De futuro, quanto mais perto estiver da Alta Costura, melhor. Tendo também em cima da mesa a opção do trabalho em modelagem. Sendo consciente que ter uma marca própria não é o tipo de responsabilidade com o qual quer para si nem daqui por 3 anos.
Ao longo de todas as suas respostas, Alexandre ressaltou sempre o facto de estar a responder a alguém que já tinha vivido a experiência do mestrado e da coleção, dando um twist muito interessante às respostas escritas.
Do processo em si destaca o sentimento inexplicável, na sua perspetiva só conhecida por quem cria, de ver um design tão idealizado ganhar vida a três dimensões. Uma euforia que impulsiona a adrenalina e apaga o cansaço.

Anabela Melo
A menina da ilha que sonhava com Moda conseguiu - apresentou a primeira coleção em nome próprio. Uma coleção que dá vida à nostalgia da passagem do Verão para o Inverno.

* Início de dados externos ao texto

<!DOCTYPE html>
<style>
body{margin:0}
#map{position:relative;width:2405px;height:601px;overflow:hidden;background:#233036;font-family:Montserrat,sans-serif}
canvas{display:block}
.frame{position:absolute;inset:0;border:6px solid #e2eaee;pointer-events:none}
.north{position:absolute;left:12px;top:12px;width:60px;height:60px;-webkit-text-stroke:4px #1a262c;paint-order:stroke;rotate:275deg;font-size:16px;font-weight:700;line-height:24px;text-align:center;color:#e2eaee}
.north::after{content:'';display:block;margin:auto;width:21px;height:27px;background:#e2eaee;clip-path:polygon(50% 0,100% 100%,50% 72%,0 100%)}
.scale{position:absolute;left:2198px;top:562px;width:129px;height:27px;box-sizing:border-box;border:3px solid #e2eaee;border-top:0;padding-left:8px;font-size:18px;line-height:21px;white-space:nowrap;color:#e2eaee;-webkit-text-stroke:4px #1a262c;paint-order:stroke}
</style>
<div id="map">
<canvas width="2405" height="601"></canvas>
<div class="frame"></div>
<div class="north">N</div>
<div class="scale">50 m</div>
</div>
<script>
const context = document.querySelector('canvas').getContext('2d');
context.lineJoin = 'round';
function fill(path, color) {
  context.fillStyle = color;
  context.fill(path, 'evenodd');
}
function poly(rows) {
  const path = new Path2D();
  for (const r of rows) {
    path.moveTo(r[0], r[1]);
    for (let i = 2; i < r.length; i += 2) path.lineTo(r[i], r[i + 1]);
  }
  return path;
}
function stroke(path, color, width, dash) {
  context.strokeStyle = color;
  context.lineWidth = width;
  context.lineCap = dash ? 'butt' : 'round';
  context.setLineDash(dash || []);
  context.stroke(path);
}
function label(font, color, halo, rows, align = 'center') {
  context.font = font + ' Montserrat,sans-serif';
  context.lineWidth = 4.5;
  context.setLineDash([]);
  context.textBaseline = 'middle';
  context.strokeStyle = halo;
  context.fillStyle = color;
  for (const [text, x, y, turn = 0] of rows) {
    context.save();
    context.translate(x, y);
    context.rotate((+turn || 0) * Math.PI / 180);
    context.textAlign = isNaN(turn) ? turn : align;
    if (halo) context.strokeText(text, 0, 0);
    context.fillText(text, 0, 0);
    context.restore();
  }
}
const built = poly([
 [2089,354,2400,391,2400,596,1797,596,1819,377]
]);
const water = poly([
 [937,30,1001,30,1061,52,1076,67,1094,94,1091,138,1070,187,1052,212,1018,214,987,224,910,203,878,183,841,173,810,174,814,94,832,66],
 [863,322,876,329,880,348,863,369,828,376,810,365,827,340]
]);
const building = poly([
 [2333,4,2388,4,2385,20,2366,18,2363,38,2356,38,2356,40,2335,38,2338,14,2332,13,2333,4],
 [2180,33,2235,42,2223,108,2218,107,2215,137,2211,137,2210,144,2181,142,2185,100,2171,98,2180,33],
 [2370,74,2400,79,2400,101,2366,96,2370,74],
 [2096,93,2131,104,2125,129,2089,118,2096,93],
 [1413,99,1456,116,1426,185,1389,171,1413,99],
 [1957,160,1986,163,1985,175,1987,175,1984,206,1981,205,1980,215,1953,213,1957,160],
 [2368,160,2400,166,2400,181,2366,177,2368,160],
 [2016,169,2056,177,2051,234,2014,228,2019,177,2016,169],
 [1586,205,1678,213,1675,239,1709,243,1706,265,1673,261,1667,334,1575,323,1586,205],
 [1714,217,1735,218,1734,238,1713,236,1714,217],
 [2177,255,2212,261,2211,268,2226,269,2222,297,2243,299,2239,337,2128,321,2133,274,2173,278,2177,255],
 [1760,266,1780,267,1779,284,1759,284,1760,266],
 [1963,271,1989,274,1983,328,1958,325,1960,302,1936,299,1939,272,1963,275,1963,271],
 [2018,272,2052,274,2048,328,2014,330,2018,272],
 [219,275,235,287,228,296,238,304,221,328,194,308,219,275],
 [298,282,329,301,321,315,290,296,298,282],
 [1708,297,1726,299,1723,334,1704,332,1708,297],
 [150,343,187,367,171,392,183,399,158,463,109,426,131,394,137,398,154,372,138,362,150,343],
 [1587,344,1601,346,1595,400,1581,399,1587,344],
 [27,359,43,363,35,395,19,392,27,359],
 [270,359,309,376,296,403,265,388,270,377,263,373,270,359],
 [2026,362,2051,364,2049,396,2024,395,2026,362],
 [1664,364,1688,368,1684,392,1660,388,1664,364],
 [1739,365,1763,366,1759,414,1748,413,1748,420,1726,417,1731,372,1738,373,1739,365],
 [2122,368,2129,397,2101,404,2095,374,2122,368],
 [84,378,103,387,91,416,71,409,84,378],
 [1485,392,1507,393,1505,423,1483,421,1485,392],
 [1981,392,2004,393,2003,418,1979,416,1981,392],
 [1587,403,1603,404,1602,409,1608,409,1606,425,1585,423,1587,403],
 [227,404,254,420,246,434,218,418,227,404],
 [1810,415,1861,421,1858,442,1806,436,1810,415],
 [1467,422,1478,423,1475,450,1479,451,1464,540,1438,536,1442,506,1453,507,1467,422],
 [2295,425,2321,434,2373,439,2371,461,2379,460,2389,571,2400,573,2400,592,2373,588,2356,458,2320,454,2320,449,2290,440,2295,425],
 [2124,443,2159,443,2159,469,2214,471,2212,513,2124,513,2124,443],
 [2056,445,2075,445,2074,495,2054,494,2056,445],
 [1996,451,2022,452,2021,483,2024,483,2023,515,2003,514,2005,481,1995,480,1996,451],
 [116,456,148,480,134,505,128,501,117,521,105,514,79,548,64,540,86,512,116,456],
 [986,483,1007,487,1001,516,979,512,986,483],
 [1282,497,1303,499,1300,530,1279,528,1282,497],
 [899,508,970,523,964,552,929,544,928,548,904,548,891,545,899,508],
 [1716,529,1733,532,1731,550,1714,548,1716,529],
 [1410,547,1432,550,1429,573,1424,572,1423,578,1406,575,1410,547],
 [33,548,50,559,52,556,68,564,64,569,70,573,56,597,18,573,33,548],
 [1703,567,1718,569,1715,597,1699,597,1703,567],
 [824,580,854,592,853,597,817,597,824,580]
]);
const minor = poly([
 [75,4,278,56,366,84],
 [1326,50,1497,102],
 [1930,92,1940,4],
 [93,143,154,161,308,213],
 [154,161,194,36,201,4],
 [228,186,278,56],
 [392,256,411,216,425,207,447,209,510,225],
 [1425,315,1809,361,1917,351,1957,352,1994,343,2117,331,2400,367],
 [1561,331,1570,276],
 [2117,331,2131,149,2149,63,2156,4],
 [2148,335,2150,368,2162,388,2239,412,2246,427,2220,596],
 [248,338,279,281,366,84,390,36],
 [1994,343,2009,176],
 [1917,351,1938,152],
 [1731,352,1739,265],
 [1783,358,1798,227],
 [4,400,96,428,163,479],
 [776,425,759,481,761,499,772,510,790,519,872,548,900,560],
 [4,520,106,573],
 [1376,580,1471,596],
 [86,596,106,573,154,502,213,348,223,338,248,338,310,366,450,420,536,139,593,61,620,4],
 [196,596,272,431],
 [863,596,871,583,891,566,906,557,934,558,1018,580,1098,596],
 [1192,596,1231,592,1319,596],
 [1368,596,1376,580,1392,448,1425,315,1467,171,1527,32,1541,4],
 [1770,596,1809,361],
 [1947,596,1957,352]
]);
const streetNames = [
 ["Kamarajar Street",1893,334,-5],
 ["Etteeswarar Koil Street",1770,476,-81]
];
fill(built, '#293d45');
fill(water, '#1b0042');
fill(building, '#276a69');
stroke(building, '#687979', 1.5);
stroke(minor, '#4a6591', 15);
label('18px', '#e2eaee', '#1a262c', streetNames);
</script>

Maior dificuldade do processo? As ilusões de ótica que o trabalho com riscas pode provocar. Ao ponto de sonhar com riscas... E, algo que também pode acontecer e aqui foi realidade foi o ódio ao próprio trabalho quando a coleção estava quase pronta.
Mas quando a mudança já não é opção, liga-se o piloto automático e a magia da Moda acaba por acontecer.
Numa coleção de tons vivos e de streetwear que nos remete para a praia, intensa é assim "O que fica do que foi". Um trabalho onde são destacados os materiais de produção portuguesa, sustentáveis e deadstock.
E se, maioritariamente, as dificuldades surgem durante o processo de confeção, não é regra. A escolha de uma única ideia, um conceito, no meio de um mundo de hipóteses não foi uma decisão simples para Anabela.
Para trás ficou o seu processo singular - sem diretas, com mais frustrações a desenhar do que a costurar, no horizonte existem vastas possibilidades.
"(...) claro, que no fundo pretendo já ter começado o meu pequeno negócio de (...) mil e uma coisas que se podem fazer com 1 metro de tecido, agulha, linha e tesoura!"
Uma nota sobre gratidão
Algo que atravessa todos os testemunhos - escritos, em Zoom ou gravados em áudio - é a gratidão à professora Eduarda.
Em cada resposta que revi, revi grande parte da minha vida em pequenas experiências. Juntando as respostas aqui transpostas e as que virão, "Eduarda" - por vezes sem o "professora" ou "professora Eduarda" - são expressões de amor e enorme admiração por quem soube guiar, moldar, entender e nutrir o crescimento de todos e cada um.
E como não amar quem nos deu asas para voar?